Founded by three Georgetown students who sought to solve their problem of being unable to find a quick spot for a meal that also emphasized health, local sourcing and sustainability, the chain doesn’t do delivery.

“As we establish ourselves, it’s so important that we get someone to walk through the door,” said Farryn Weiner, Sweetgreen’s vice president for marketing and brand innovation. “When you walk into Sweetgreen at 12:30 p.m. in New York, you see a line around the block — which we’re working on — Jay-Z is playing, and a team member is waiting for you at the line and they want to teach you about where the food comes from.”

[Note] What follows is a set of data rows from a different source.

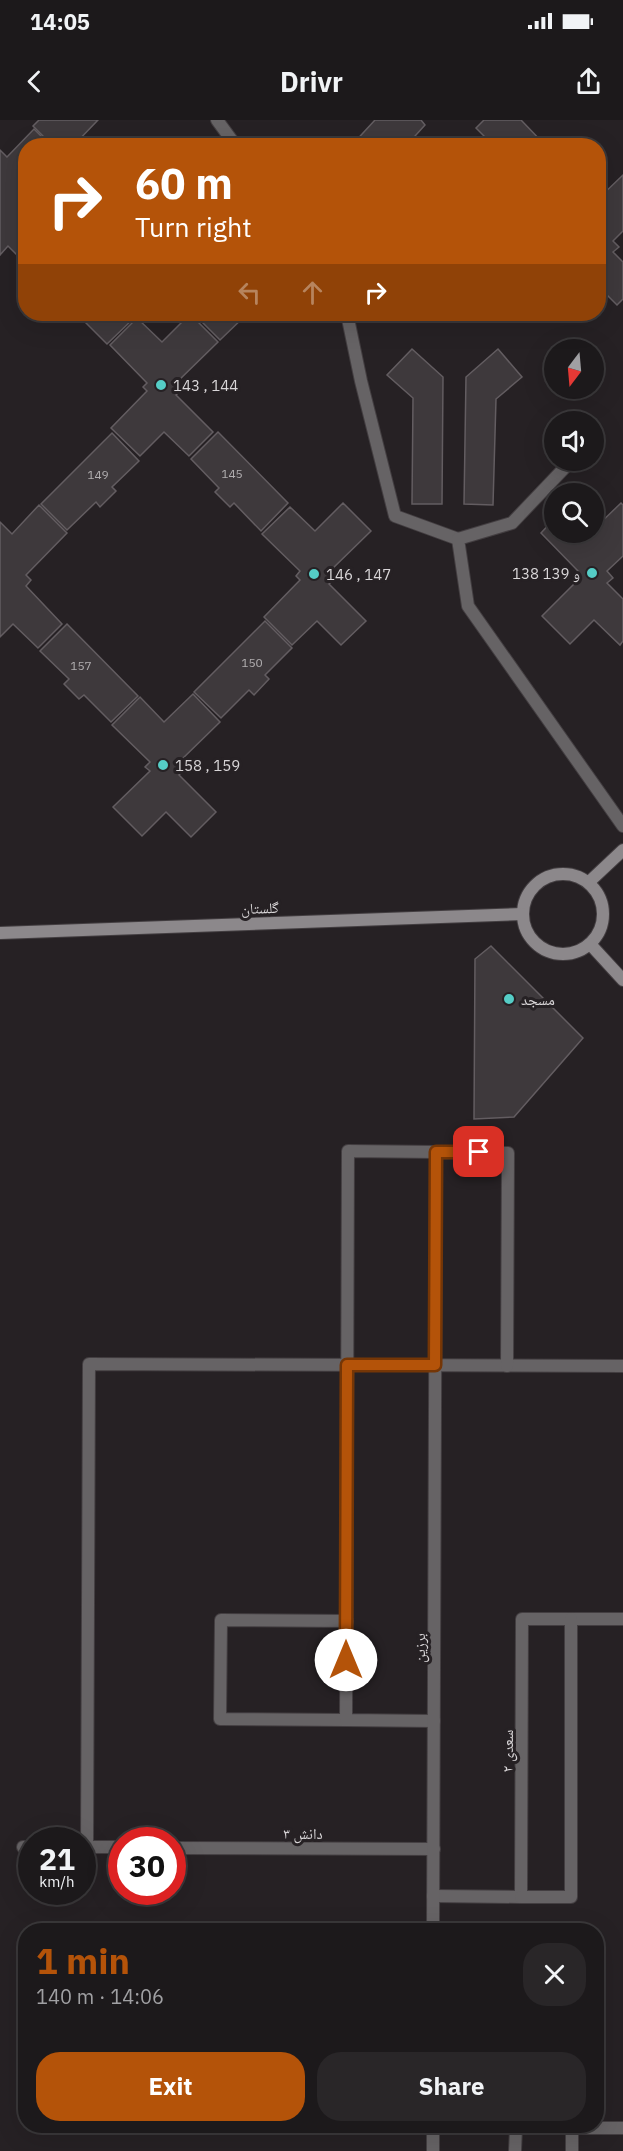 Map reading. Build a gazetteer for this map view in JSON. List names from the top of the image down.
{
  "streets": {
    "street": [
      "گلستان",
      "برزین",
      "سعدی ۲",
      "دانش ۳"
    ]
  },
  "crossings": [
    ["برزین", "دانش ۳"]
  ],
  "places": [
    "143 , 144",
    "138 و 139",
    "146 , 147",
    "158 , 159",
    "مسجد"
  ],
  "house_numbers": [
    "145",
    "149",
    "150",
    "157"
  ],
  "north": "bottom",
  "page": {
    "status": "14:05",
    "header": "Drivr",
    "turn": ["60 m", "Turn right"],
    "speed": "21 km/h",
    "limit": "30",
    "heading": ["1 min", "140 m · 14:06"],
    "buttons": ["Exit", "Share"]
  }
} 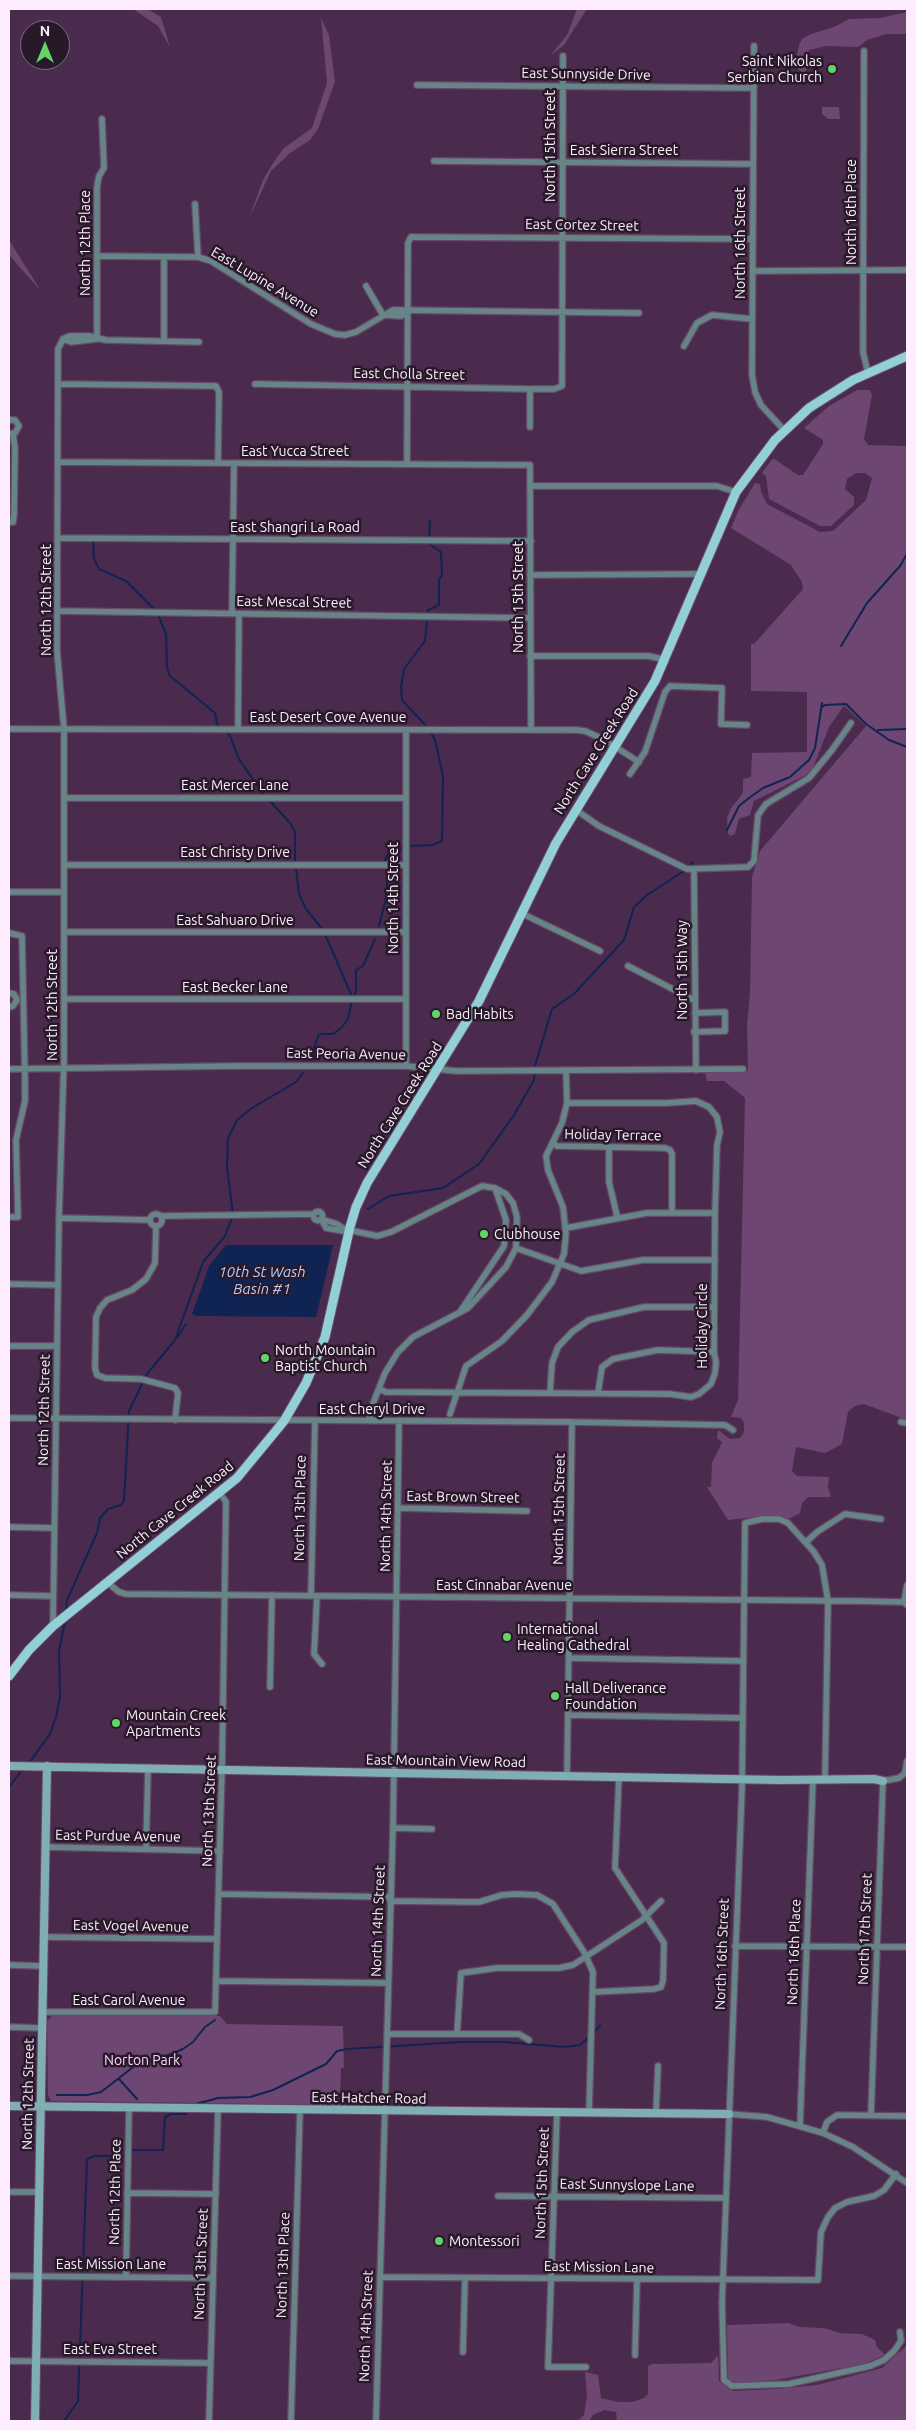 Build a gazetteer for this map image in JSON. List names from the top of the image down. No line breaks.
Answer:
{"streets":{"main road":["North Cave Creek Road"],"street":["East Sunnyside Drive","North 15th Street","East Sierra Street","North 16th Place","East Cortez Street","North 12th Place","North 16th Street","East Lupine Avenue","East Cholla Street","East Yucca Street","East Shangri La Road","North 12th Street","East Mescal Street","East Desert Cove Avenue","East Mercer Lane","East Christy Drive","North 14th Street","East Sahuaro Drive","North 15th Way","East Becker Lane","East Peoria Avenue","Holiday Terrace","Holiday Circle","East Cheryl Drive","East Brown Street","North 13th Place","East Cinnabar Avenue","East Mountain View Road","North 13th Street","East Purdue Avenue","East Vogel Avenue","North 17th Street","East Carol Avenue","East Hatcher Road","East Sunnyslope Lane","East Mission Lane","East Eva Street"]},"crossings":[["East Sunnyside Drive","North 15th Street"],["East Sunnyside Drive","North 16th Street"],["North 15th Street","East Sierra Street"],["North 15th Street","East Cortez Street"],["North 15th Street","East Lupine Avenue"],["North 15th Street","East Cholla Street"],["North 15th Street","East Yucca Street"],["North 15th Street","East Shangri La Road"],["North 15th Street","East Mescal Street"],["North 15th Street","East Desert Cove Avenue"],["North 15th Street","East Cheryl Drive"],["North 15th Street","East Cinnabar Avenue"],["North 15th Street","East Mountain View Road"],["North 15th Street","East Hatcher Road"],["North 15th Street","East Sunnyslope Lane"],["North 15th Street","East Mission Lane"],["East Sierra Street","North 16th Street"],["North 16th Place","North Cave Creek Road"],["North 16th Place","East Mountain View Road"],["East Cortez Street","North 16th Street"],["East Cortez Street","East Lupine Avenue"],["North 12th Place","East Lupine Avenue"],["North 12th Place","North 12th Street"],["North 12th Place","East Hatcher Road"],["North 12th Place","East Mission Lane"],["North 16th Street","North Cave Creek Road"],["North 16th Street","East Cinnabar Avenue"],["North 16th Street","East Mountain View Road"],["North 16th Street","East Hatcher Road"],["North 16th Street","East Sunnyslope Lane"],["North 16th Street","East Mission Lane"],["East Yucca Street","North 12th Street"],["East Shangri La Road","North 12th Street"],["North 12th Street","East Mescal Street"],["North 12th Street","East Desert Cove Avenue"],["North 12th Street","North Cave Creek Road"],["North 12th Street","East Mercer Lane"],["North 12th Street","East Christy Drive"],["North 12th Street","East Sahuaro Drive"],["North 12th Street","East Becker Lane"],["North 12th Street","East Peoria Avenue"],["North 12th Street","East Cheryl Drive"],["North 12th Street","East Mountain View Road"],["North 12th Street","East Purdue Avenue"],["North 12th Street","East Vogel Avenue"],["North 12th Street","East Carol Avenue"],["North 12th Street","East Hatcher Road"],["North 12th Street","East Mission Lane"],["North 12th Street","East Eva Street"],["East Desert Cove Avenue","North Cave Creek Road"],["East Desert Cove Avenue","North 14th Street"],["North Cave Creek Road","East Peoria Avenue"],["North Cave Creek Road","East Cheryl Drive"],["North Cave Creek Road","East Cinnabar Avenue"],["North Cave Creek Road","North 13th Street"],["East Mercer Lane","North 14th Street"],["East Christy Drive","North 14th Street"],["North 14th Street","East Sahuaro Drive"],["North 14th Street","East Becker Lane"],["North 14th Street","East Peoria Avenue"],["North 14th Street","East Cheryl Drive"],["North 14th Street","East Brown Street"],["North 14th Street","East Cinnabar Avenue"],["North 14th Street","East Mountain View Road"],["North 14th Street","East Hatcher Road"],["North 14th Street","East Mission Lane"],["North 15th Way","East Peoria Avenue"],["East Cheryl Drive","North 13th Place"],["North 13th Place","East Cinnabar Avenue"],["North 13th Place","East Hatcher Road"],["East Cinnabar Avenue","North 13th Street"],["East Mountain View Road","North 13th Street"],["East Mountain View Road","North 17th Street"],["North 13th Street","East Purdue Avenue"],["North 13th Street","East Vogel Avenue"],["North 13th Street","East Carol Avenue"],["North 13th Street","East Hatcher Road"],["North 13th Street","East Mission Lane"],["North 13th Street","East Eva Street"]],"water":["10th St Wash Basin #1"],"parks":["Norton Park"],"places":["Saint Nikolas Serbian Church","Bad Habits","Clubhouse","North Mountain Baptist Church","International Healing Cathedral","Hall Deliverance Foundation","Mountain Creek Apartments","Montessori"],"north":"top"}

As the retail landscape becomes more fragmented and retaining customer loyalty becomes an increasingly slippery proposition, brands are looking to not just sell a product or service, but also to build a community among customers. To accomplish that, companies are changing their strategies for scouting new store locations, modifying store design and altering their relationships with customers.

At the recent Retail West conference held at Wharton’s San Francisco campus, representatives from Sweetgreen and Lululemon described their efforts to make their stores into a “third place” for customers, after home and work — a destination not just to pick up a wrench or some new yoga pants, but also a spot to socialize, network and learn something new. The conference was organized by Knowledge@Wharton and Momentum Event Group.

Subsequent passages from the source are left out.